Yesterday I posted part 1 of this series where I started off by syncing a bitcoin core bitcoin node and extracting a large event log from the node through the local JSON-RPC API. As I start writing this post, the extraction script is still running, the last events extracted are from Jul 2021, the event log file is almost 200 GB in size, containing about two billion event lines. In a few hours the dump should be complete and I'll be able to run the second script that I'm going to be writing in this blog post.
Before we do that, lets revisit the format of the event log that we are currently creating.

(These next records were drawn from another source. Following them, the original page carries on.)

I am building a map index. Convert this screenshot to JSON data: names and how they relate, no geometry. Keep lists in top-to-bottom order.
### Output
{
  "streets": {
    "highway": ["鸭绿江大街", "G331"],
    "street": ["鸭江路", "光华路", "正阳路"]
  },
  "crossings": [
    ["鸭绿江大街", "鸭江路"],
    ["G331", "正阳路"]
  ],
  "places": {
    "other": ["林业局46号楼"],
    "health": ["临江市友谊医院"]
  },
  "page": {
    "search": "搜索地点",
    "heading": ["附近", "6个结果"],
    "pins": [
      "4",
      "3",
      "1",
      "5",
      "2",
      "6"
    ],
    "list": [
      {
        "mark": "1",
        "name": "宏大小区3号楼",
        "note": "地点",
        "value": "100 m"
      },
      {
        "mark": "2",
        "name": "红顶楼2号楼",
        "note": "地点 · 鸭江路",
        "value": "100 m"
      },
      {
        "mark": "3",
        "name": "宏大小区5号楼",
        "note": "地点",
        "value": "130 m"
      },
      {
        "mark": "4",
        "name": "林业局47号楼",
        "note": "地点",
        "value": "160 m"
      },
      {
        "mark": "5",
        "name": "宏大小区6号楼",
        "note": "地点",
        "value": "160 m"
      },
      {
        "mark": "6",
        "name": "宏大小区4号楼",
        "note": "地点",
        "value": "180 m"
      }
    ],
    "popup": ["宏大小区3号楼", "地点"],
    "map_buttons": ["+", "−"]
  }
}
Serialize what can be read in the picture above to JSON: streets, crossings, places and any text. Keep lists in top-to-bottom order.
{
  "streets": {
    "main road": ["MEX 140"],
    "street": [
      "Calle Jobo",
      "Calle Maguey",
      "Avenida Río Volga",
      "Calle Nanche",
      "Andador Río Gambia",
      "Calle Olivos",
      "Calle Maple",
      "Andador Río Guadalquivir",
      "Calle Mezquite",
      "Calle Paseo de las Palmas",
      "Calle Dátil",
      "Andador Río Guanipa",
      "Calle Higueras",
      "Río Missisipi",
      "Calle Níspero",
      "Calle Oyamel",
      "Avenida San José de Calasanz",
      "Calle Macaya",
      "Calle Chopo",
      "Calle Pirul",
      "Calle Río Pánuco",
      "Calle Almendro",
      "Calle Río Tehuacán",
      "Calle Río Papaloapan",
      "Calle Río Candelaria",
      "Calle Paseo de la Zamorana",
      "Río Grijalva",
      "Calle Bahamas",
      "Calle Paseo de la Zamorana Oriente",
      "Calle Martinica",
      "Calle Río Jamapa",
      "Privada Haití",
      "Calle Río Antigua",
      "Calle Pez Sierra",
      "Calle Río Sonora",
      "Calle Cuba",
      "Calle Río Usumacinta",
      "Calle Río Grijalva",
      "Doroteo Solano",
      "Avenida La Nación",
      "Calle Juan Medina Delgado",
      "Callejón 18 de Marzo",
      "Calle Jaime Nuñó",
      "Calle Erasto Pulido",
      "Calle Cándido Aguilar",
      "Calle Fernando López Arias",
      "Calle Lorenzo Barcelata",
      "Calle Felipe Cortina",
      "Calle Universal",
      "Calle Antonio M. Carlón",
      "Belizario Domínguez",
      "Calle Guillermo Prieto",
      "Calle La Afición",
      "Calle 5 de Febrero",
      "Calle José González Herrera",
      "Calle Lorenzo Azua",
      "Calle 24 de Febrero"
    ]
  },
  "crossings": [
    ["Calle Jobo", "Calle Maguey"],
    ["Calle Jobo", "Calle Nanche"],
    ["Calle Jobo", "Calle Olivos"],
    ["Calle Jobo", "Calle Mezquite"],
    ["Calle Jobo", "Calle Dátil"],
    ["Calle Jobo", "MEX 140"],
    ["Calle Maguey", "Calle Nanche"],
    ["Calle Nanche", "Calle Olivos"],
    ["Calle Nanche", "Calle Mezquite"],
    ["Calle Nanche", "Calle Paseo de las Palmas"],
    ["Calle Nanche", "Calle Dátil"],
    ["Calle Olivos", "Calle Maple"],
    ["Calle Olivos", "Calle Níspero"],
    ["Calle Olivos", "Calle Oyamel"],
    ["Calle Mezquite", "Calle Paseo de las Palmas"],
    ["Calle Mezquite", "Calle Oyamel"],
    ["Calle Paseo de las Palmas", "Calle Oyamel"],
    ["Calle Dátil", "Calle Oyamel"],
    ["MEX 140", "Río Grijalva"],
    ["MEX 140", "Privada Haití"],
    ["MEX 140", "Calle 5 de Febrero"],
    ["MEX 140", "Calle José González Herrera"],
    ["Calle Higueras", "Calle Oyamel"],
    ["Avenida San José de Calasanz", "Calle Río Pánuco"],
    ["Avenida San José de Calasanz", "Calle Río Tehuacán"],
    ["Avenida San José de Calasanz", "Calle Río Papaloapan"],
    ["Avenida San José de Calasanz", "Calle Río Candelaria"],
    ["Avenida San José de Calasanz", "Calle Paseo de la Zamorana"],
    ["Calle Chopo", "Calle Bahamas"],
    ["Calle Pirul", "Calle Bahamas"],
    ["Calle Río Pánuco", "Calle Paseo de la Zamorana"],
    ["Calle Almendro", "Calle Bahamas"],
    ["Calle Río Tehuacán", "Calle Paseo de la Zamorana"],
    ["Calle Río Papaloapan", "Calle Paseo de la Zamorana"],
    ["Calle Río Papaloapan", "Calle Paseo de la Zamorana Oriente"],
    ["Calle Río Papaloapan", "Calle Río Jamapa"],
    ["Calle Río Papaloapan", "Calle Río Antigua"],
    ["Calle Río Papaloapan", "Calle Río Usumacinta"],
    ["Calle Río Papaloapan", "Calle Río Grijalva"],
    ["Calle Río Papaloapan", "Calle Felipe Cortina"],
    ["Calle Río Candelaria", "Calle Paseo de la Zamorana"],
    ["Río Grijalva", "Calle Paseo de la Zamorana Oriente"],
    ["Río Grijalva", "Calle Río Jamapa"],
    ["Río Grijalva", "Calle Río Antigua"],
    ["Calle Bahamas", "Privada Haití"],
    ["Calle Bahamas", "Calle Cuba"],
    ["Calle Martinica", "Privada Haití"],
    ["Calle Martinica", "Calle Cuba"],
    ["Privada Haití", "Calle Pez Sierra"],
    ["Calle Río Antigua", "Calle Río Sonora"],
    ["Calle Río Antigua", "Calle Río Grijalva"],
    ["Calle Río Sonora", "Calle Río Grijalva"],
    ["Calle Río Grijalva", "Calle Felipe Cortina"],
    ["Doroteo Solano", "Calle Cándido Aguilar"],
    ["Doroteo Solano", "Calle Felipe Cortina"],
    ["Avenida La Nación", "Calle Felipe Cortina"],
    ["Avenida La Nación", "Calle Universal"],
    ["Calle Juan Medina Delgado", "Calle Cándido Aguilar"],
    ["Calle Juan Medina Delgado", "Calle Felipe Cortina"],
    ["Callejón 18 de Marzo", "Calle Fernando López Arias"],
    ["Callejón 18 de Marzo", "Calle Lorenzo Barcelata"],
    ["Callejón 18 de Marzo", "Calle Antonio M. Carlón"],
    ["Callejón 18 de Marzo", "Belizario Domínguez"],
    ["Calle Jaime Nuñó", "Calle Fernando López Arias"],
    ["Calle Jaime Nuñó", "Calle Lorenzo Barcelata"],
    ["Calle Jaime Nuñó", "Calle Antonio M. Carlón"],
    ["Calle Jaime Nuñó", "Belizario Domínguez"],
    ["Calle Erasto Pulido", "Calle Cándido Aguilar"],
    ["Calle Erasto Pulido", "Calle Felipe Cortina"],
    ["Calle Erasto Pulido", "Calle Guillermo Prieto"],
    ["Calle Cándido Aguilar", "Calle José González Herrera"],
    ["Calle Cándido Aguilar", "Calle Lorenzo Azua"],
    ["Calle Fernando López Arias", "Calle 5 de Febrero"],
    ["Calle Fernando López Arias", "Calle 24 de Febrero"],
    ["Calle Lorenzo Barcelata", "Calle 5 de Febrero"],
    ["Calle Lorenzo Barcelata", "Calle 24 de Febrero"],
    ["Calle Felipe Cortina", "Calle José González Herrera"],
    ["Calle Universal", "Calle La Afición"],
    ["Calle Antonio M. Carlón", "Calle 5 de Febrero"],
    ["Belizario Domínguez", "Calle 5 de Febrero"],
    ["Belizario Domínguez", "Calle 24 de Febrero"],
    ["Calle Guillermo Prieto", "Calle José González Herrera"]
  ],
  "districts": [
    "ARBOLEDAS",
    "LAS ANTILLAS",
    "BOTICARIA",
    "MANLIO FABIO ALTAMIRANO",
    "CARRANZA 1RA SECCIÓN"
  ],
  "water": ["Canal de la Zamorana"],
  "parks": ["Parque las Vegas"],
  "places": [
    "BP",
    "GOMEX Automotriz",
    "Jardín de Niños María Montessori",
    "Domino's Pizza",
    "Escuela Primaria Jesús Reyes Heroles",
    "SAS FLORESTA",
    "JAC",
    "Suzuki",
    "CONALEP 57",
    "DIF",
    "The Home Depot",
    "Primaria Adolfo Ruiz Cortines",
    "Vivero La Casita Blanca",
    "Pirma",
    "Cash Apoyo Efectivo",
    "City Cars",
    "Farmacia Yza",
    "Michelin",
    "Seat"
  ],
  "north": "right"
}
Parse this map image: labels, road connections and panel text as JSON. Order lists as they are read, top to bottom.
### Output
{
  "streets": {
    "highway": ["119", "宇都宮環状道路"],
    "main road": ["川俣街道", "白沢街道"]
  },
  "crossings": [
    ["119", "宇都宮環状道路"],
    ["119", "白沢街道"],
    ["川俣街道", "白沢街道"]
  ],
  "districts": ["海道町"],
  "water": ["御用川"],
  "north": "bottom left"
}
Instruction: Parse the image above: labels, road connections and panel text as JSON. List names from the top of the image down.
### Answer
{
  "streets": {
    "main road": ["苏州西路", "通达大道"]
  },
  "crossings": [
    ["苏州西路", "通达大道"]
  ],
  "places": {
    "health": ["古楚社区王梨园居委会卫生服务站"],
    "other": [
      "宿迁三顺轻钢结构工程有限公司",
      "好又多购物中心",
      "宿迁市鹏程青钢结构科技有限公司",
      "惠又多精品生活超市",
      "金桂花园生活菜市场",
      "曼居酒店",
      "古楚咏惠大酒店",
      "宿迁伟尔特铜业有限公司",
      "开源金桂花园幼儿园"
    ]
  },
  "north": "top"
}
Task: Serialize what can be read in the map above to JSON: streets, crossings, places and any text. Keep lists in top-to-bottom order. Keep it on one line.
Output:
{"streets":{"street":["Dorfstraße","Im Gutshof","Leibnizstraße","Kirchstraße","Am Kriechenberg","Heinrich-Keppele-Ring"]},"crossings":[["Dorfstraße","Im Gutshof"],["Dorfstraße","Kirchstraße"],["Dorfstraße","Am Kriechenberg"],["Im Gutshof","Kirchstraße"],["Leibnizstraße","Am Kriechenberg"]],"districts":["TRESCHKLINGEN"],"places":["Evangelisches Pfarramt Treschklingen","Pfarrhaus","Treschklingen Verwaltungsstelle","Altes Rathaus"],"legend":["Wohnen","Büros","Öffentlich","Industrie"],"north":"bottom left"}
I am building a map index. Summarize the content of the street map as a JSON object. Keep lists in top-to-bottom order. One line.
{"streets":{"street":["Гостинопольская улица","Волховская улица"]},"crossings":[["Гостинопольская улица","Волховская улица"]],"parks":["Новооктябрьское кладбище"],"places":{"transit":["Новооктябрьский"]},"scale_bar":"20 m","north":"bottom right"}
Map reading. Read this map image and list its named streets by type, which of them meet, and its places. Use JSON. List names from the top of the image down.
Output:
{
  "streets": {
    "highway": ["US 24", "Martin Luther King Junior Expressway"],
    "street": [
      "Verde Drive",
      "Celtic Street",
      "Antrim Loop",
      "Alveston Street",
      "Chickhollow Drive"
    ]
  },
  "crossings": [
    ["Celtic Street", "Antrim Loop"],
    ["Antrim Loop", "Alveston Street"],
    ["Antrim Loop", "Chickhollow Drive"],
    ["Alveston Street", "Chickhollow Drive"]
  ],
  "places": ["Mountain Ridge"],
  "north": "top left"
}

* 1NRy9s4vEFSVgNKJAoj3uMg5EjMvJrVBC 2015-03-20T17:36:11 348439 449 spent: address 0.022443
* 1NRy9s4vEFSVgNKJAoj3uMg5EjMvJrVBC 2015-03-20T17:36:11 348439 449 spent: address 0.0225
* 1NRy9s4vEFSVgNKJAoj3uMg5EjMvJrVBC 2015-03-20T17:36:11 348439 449 spent: address 7e-05
* 1NRy9s4vEFSVgNKJAoj3uMg5EjMvJrVBC 2015-03-20T17:36:11 348439 449 spent: address 0.03958
* 19P5Xur6HrDboK2QFYTzz7mk9fCaz89x17 2015-03-20T17:36:11 348439 449 recv: address 0.05
* 1NRy9s4vEFSVgNKJAoj3uMg5EjMvJrVBC 2015-03-20T17:36:11 348439 449 recv: address 0.034393
* 1NRy9s4vEFSVgNKJAoj3uMg5EjMvJrVBC 2015-03-20T17:36:11 348439 450 spent: address 7e-05
* 1NRy9s4vEFSVgNKJAoj3uMg5EjMvJrVBC 2015-03-20T17:36:11 348439 450 spent: address 0.034393
* 1NRy9s4vEFSVgNKJAoj3uMg5EjMvJrVBC 2015-03-20T17:36:11 348439 450 spent: address 0.01028
* 1NRy9s4vEFSVgNKJAoj3uMg5EjMvJrVBC 2015-03-20T17:36:11 348439 450 spent: address 0.0182
* 19P5Xur6HrDboK2QFYTzz7mk9fCaz89x17 2015-03-20T17:36:11 348439 450 recv: address 0.062743
* 19fYAQMWrTn4wrz621c7XRJmZDUsiPrM2h 2015-03-20T17:36:11 348439 451 spent: address 0.00364538
* 19fYAQMWrTn4wrz621c7XRJmZDUsiPrM2h 2015-03-20T17:36:11 348439 451 spent: address 0.00364517
* 1BdCZJNdAvmZudqsJxP1Uw3UcvFmQFbb9f 2015-03-20T17:36:11 348439 451 recv: address 0.00384187
* 12begeBfqG7Agqk22Wpg4sXomZeXTG463t 2015-03-20T17:36:11 348439 451 recv: address 0.00334868
* 19fYAQMWrTn4wrz621c7XRJmZDUsiPrM2h 2015-03-20T17:36:11 348439 452 spent: address 0.00364622
* 1GS8Wnark2aABZdijp2R7cTJvdErSDksS3 2015-03-20T17:36:11 348439 452 spent: address 0.00379273
* 13TurioKTknCUFXArcQGmHVfVWeqWVsQmN 2015-03-20T17:36:11 348439 452 recv: address 0.00372619
* 1KLiyWmVu3RnsfMCaUvPVGXAJwXoVViUdF 2015-03-20T17:36:11 348439 452 recv: address 0.00361276
The format after the first asterix consists of:
- The bitcoin address of the signing key this event relates to
- The block timestamp
- The height the block is at
- The index of the transaction within the block
- The event type (spent: or recv:)
- The way the signing key was adressed in the event (address or pubkey)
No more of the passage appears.